On purity grades of value types [was: ValueType protocol]

Nickolas_Pohilets · September 19, 2021, 12:55pm

I think the very notion of value semantics is inseparable from equality. Even “equivalence”, because currently Equatable in Swift is a pure-mans proxy solution for that. Ideally it should be an inherent attribute of all types, including functions and weak references.

This probably belongs to ValueSemantic protocol, but I’m too lazy to go over entire discussion (currently on 20/126). I’ll try to digest it and join the discussion later. Meanwhile let me comment here.
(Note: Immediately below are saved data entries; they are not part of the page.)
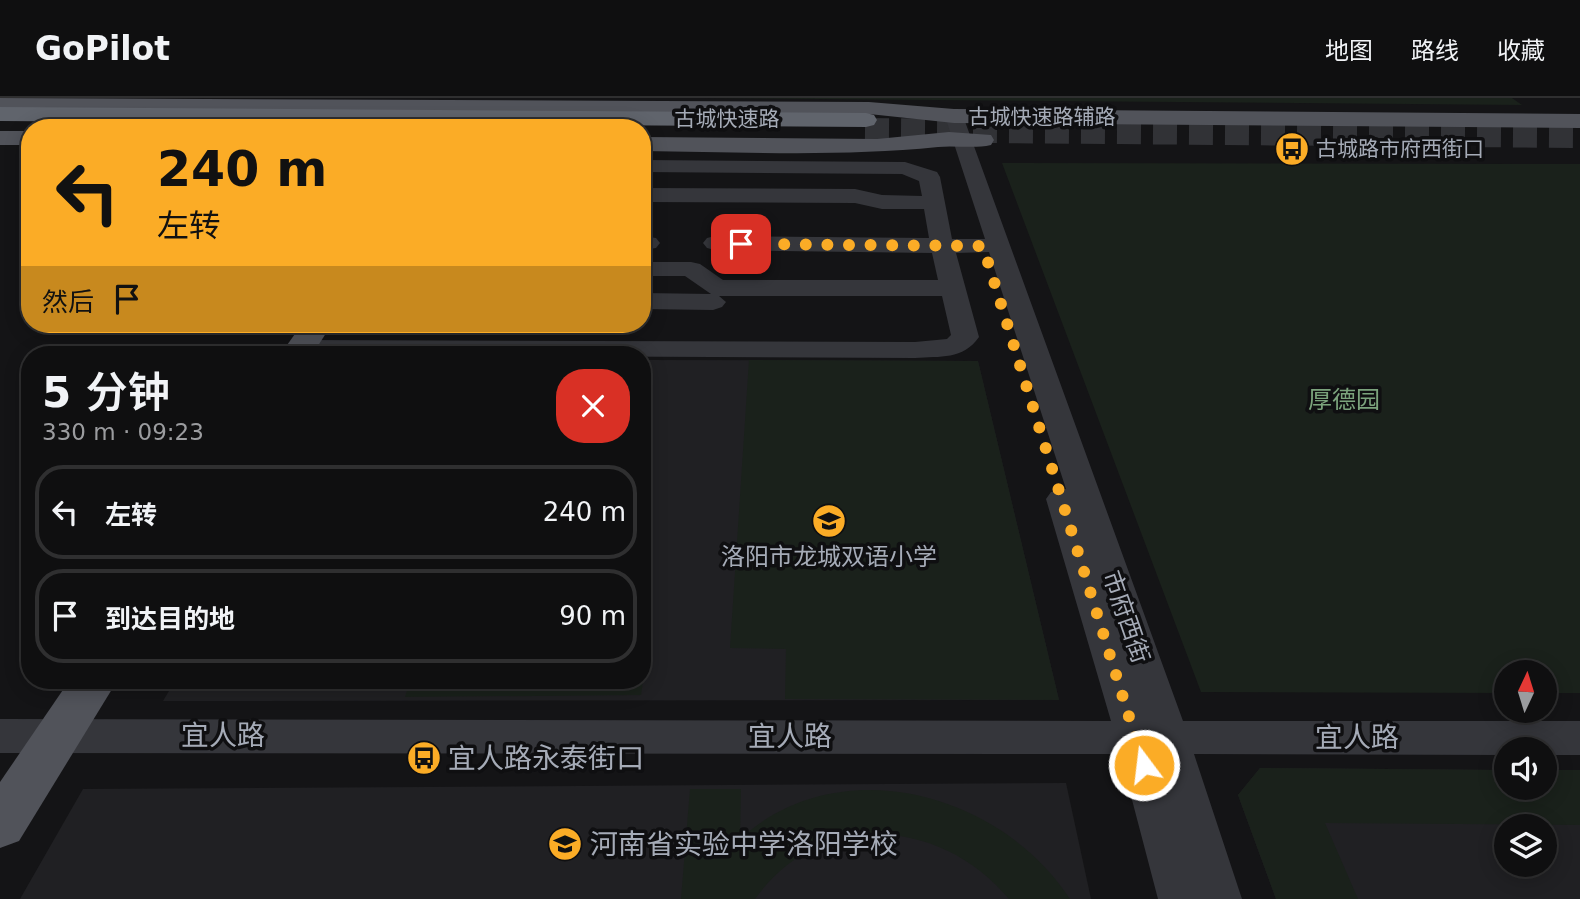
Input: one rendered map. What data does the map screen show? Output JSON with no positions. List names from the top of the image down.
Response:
{
  "streets": {
    "highway": ["古城快速路"],
    "main road": ["古城快速路辅路"],
    "street": ["市府西街", "宜人路"]
  },
  "crossings": [
    ["古城快速路辅路", "市府西街"],
    ["市府西街", "宜人路"]
  ],
  "parks": ["厚德园"],
  "places": {
    "bus stop": ["古城路市府西街口", "宜人路永泰街口"],
    "school or university": ["洛阳市龙城双语小学", "河南省实验中学洛阳学校"]
  },
  "north": "top",
  "page": {
    "header": "GoPilot",
    "nav": ["地图", "路线", "收藏"],
    "turn": ["240 m", "左转"],
    "then": "然后",
    "heading": ["5 分钟", "330 m · 09:23"],
    "list": [
      {
        "name": "左转",
        "value": "240 m"
      },
      {
        "name": "到达目的地",
        "value": "90 m"
      }
    ]
  }
}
I think I can provide a formal theoretical definition for value semantics:

Given expression E, let {x1, x2, … , xn} be a set of variables touched by expression E of types {T1, T2, …, Tn}. This includes let’s and var’s which are lexically used in E, but also all global variables and constants touched by a transitive closure of functions (including initializers, getters, setters, subscripts and deinitializers) callable from E. Including global variables outside Swift code. For example, behind Date.init() there is some hidden global variable which stores current time. Such variable might even reside in external hardware.

Let’s consider evaluating E twice - first when variables have values {v1, v2, … , vn} it evaluates to ve, and second time when variables have values {u1, u2, … , un} it evaluates to ue.
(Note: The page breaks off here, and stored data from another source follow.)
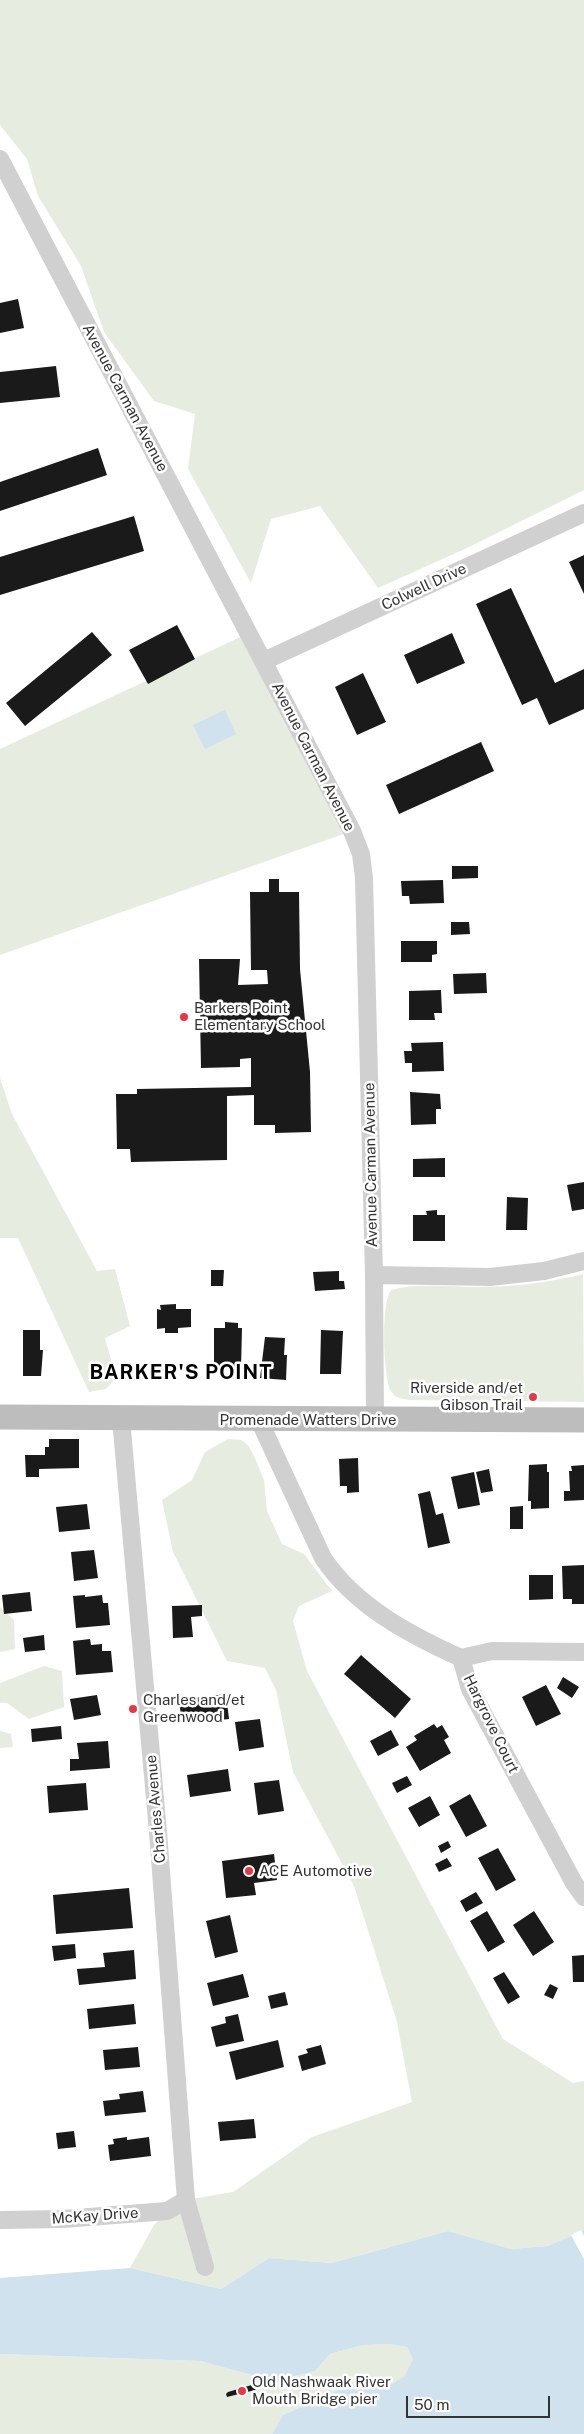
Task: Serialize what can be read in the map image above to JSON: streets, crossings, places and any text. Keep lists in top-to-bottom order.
{
  "streets": {
    "main road": ["Promenade Watters Drive"],
    "street": [
      "Avenue Carman Avenue",
      "Colwell Drive",
      "Hargrove Court",
      "Charles Avenue",
      "McKay Drive"
    ]
  },
  "crossings": [
    ["Avenue Carman Avenue", "Colwell Drive"],
    ["Avenue Carman Avenue", "Promenade Watters Drive"],
    ["Promenade Watters Drive", "Charles Avenue"],
    ["Charles Avenue", "McKay Drive"]
  ],
  "districts": ["BARKER'S POINT"],
  "places": [
    "Barkers Point Elementary School",
    "Riverside and/et Gibson Trail",
    "Charles and/et Greenwood",
    "ACE Automotive",
    "Old Nashwaak River Mouth Bridge pier"
  ],
  "scale_bar": "50 m"
}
All types in set of types S have value semantics, if “equivalence” of all pairs vi <-> ui, implies equivalence of ve <-> ue for all E touching only variables of {Ti} ⊆ S.

Type Tk does not have value semantics if there exists expression E, touching variables of types {T1, T2, …, Tn}, where all types {Ti | i != k} have value semantics, vi is equivalent to ui for all i, but ve is not equivalent to ue.

If we have an expression E where types of touched variables include type Tk of unknown semantics, and type Tj known to have reference semantics, we cannot say anything about semantics of Tk based on E.

Based on this definition:

Date has value semantics. If you can somehow control global variable holding current time, Date.init() will give you perfectly reproducible results. Similar for Int.random().
Array has reference semantics, because of Array.capacity. But for the practical purposes, I would mark it with some attribute, so that “remaining Array without capacity property” still has value semantics.
Classes have value or reference semantics, depending on how you define equivalence on them. If you compare them only by address, then classes have reference semantics. If you compare them by address and values of all the stored properties, they become value semantics, because now values of properties become part of the value of the class type and part of the corresponding vi/ui. If you compare them only by values of properties, but ignore the address - you still have reference semantics, because, you can get two different ObjectIdentifiers out of two equivalent values.
If you add extra variable for entire memory (or even entire hardware state), every type has value semantics.
If you don’t add such variable, but have an API which allows to read hardware state based on Int, all types having at least two values (so, except Void and Never) have reference semantics.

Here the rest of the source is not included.